> **DIRECTIONS FOR THIS TASK**: Scan the records for the string "lists"; copy each line where it occurs.
Start of STORED DATA
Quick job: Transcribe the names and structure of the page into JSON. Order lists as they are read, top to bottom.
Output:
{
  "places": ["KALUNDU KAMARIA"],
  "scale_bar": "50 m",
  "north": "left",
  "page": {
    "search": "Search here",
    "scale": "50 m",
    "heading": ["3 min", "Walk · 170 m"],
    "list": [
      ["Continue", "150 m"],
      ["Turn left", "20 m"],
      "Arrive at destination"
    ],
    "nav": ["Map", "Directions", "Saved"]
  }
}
End of STORED DATA
Start of STORED DATA
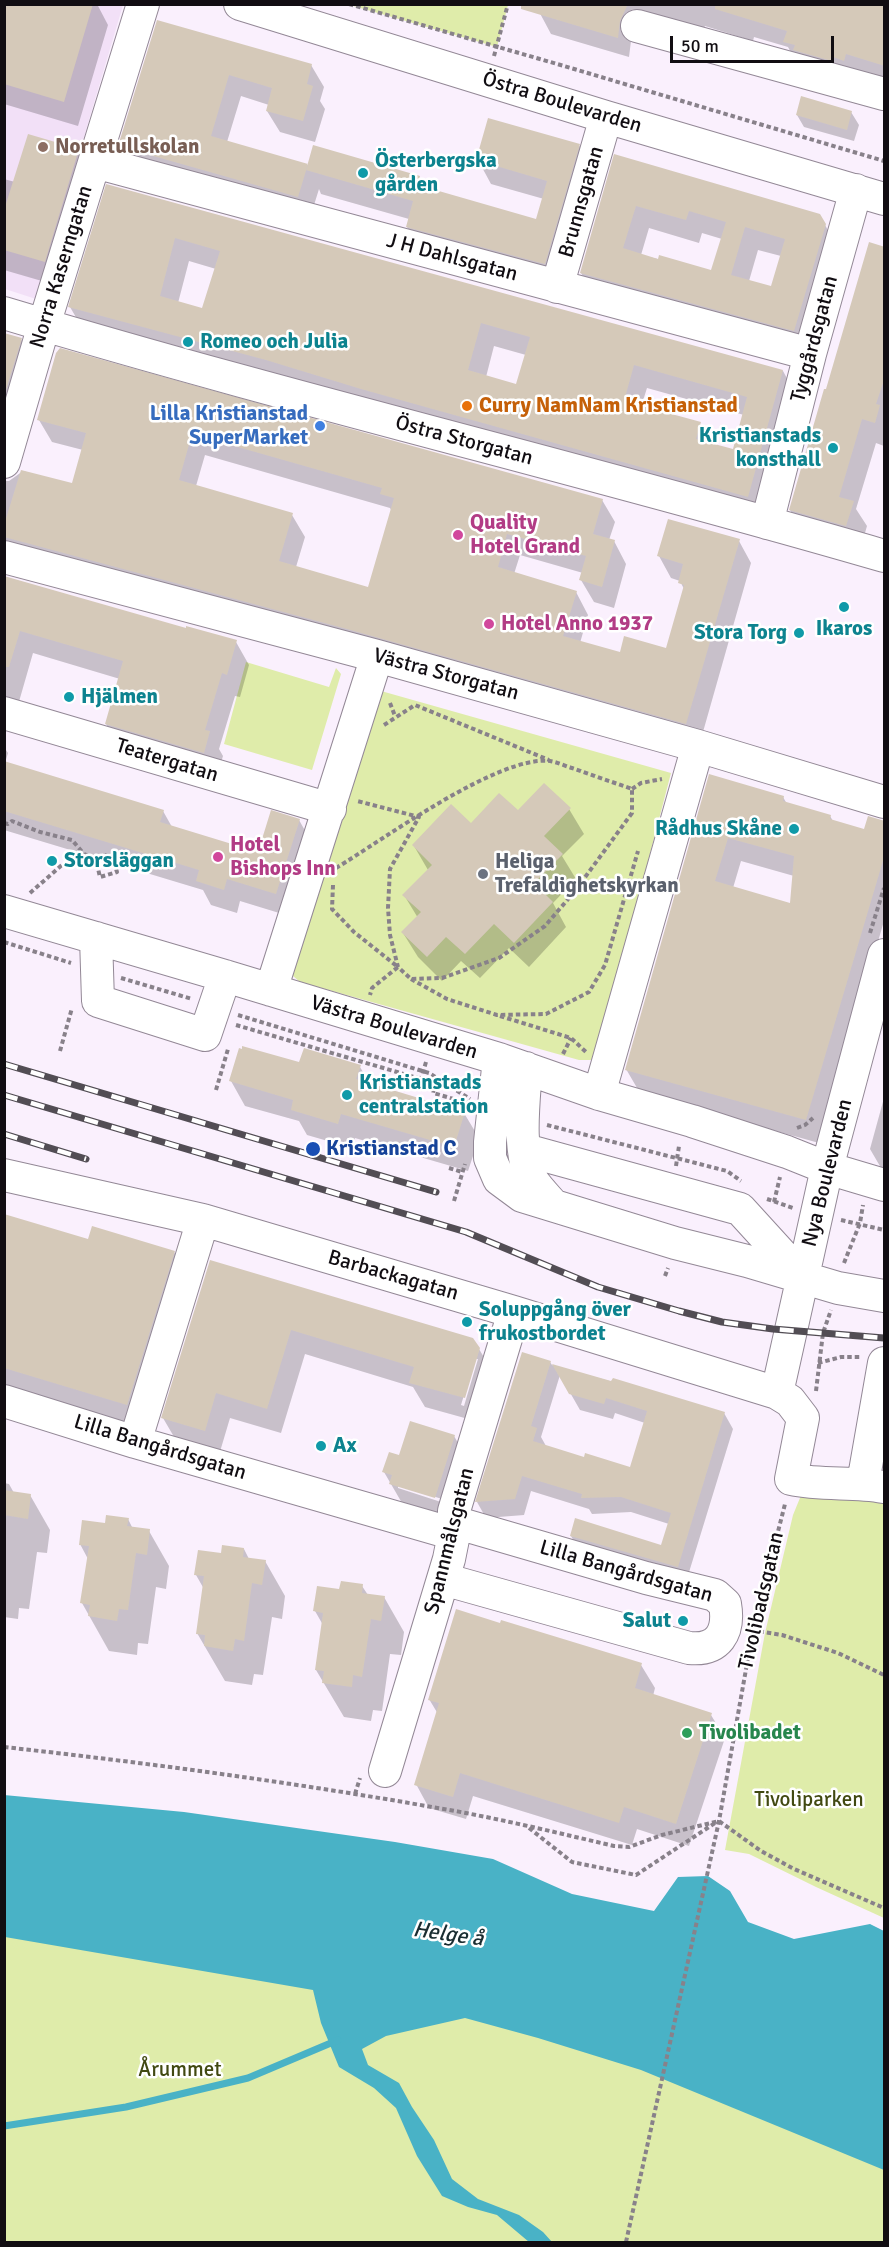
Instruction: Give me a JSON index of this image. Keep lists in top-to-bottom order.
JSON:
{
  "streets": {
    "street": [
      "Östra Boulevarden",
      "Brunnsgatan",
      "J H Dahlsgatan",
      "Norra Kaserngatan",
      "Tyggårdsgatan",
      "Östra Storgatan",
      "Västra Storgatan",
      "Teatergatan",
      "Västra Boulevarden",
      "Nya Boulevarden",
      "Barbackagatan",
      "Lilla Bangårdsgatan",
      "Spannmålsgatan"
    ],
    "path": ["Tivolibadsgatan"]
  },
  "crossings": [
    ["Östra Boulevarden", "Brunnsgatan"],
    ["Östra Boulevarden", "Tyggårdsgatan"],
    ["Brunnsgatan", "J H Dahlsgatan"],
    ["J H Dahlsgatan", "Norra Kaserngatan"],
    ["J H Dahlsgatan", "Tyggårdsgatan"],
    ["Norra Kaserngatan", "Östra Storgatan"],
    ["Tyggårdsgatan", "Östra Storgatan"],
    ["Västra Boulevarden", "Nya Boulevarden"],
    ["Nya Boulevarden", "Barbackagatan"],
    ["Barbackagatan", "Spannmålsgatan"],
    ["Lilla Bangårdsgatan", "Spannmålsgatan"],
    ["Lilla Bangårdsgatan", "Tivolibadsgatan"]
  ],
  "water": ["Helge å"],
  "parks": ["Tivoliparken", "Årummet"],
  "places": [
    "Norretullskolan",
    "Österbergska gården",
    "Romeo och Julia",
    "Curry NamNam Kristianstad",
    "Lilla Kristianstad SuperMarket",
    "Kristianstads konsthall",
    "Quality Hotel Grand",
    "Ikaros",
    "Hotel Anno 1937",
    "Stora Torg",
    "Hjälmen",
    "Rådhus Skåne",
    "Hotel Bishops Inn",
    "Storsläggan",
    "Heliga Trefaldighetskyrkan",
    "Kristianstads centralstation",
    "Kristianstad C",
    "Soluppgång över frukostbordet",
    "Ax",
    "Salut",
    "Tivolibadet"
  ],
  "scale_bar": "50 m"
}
End of STORED DATA
> **FINISHED EXERCISE**:
Quick job: Transcribe the names and structure of the page into JSON. Order lists as they are read, top to bottom.
Instruction: Give me a JSON index of this image. Keep lists in top-to-bottom order.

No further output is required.